# YOUR GOAL
Only lines with the word "stream" belong in the answer; copy them from the records below.

Stored data entries
Start of Block

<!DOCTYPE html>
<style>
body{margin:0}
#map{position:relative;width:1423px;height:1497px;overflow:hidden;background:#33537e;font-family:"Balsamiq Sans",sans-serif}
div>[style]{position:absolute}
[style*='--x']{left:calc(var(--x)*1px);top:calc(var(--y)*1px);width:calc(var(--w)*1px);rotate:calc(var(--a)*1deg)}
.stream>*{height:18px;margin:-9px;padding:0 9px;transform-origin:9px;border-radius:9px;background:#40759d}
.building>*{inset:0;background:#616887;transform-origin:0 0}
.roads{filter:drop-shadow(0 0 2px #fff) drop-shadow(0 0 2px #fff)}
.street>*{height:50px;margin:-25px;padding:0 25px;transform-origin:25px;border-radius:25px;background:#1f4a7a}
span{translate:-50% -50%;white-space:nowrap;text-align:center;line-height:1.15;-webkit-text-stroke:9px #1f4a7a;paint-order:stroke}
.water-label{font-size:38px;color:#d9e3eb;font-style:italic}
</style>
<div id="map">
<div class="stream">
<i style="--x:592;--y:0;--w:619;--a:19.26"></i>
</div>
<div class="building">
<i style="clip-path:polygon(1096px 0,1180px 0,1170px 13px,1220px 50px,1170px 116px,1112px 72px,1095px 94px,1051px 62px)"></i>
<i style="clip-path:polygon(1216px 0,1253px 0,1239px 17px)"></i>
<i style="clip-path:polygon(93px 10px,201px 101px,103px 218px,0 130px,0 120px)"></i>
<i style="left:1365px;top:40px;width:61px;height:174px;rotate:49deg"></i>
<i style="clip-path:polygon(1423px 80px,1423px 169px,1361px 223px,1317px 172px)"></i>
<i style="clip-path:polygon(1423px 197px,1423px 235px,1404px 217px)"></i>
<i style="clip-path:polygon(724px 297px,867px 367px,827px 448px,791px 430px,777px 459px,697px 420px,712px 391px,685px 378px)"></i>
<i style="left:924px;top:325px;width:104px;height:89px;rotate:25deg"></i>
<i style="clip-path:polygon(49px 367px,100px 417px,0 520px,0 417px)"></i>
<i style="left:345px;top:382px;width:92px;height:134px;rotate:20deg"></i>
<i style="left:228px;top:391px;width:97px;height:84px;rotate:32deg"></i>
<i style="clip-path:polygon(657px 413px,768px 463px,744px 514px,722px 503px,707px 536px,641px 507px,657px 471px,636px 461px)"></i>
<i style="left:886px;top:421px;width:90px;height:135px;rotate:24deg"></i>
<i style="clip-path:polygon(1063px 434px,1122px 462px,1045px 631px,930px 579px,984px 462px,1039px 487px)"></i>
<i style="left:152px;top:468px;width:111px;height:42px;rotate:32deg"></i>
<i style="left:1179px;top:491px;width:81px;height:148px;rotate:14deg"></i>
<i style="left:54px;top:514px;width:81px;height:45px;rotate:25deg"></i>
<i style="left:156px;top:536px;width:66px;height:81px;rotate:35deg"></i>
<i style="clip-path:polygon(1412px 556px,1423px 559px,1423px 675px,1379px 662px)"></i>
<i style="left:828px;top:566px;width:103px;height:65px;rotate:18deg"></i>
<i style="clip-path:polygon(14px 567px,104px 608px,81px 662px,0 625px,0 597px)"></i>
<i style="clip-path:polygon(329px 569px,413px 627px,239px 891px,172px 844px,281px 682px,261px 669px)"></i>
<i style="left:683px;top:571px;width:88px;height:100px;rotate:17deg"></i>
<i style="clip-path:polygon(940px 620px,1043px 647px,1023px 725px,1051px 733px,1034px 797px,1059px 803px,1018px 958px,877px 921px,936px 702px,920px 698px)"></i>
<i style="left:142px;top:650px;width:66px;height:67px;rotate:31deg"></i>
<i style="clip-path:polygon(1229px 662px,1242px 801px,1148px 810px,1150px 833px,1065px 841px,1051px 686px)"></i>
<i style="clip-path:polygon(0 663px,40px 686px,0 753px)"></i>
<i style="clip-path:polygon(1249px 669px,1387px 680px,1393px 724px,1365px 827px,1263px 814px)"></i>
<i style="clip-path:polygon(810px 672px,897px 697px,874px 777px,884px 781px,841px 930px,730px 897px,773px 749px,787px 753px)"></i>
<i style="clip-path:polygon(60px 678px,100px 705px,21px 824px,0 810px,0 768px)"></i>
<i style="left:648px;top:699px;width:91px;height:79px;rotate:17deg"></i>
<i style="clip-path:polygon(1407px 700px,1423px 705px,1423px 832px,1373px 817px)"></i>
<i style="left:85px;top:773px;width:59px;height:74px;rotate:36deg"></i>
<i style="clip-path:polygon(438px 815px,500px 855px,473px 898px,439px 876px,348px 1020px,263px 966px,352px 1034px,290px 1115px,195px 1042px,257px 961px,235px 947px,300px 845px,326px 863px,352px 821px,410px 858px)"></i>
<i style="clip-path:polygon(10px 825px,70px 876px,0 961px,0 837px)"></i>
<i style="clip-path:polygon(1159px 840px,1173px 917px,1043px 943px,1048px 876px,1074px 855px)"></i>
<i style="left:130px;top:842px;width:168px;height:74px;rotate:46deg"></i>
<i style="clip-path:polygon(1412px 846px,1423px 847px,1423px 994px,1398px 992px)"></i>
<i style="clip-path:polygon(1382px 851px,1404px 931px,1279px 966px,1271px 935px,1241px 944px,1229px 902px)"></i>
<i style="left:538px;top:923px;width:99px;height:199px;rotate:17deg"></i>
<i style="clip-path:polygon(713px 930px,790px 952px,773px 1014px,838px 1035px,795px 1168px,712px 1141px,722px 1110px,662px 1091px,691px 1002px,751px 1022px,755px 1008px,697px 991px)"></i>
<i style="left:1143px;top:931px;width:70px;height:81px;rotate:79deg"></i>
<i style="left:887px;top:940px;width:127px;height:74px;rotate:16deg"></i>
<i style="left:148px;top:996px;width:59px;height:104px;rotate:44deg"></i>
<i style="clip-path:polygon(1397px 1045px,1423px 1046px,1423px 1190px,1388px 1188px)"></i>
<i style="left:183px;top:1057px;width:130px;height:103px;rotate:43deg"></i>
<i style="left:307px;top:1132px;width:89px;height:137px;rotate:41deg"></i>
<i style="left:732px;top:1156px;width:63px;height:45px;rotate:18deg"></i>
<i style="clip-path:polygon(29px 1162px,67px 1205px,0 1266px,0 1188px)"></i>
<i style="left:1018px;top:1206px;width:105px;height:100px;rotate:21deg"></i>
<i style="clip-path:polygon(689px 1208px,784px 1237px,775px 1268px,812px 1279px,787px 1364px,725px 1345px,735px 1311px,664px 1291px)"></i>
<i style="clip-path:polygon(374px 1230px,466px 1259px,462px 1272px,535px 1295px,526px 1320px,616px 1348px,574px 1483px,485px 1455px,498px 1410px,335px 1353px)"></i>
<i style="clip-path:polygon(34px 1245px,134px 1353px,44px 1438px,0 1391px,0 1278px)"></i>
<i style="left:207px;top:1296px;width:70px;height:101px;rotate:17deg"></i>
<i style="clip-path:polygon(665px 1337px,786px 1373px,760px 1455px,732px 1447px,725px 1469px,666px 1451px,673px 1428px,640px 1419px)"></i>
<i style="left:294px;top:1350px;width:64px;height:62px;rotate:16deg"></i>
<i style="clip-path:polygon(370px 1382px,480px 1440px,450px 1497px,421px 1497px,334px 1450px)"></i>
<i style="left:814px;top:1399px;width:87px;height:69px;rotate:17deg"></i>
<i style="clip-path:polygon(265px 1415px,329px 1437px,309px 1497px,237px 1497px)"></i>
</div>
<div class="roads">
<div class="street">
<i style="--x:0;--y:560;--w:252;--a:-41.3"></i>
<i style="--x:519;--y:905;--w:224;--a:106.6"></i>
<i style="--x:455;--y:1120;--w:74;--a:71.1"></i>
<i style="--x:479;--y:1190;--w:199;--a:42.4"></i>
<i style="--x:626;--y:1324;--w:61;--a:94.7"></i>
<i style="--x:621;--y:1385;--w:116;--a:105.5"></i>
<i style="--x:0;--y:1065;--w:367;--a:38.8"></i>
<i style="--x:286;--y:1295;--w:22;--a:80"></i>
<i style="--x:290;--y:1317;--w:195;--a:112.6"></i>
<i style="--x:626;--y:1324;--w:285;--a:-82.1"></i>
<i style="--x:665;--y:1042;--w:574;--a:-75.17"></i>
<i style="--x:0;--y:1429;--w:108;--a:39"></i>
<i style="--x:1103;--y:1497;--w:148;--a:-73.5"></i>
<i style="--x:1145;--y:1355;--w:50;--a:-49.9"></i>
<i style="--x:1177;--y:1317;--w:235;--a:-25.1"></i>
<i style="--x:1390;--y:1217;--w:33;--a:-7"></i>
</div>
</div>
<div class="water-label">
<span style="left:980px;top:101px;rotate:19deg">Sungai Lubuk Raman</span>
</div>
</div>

End of Block

# SOLVED PROBLEM
.stream>*{height:18px;margin:-9px;padding:0 9px;transform-origin:9px;border-radius:9px;background:#40759d}
<div class="stream">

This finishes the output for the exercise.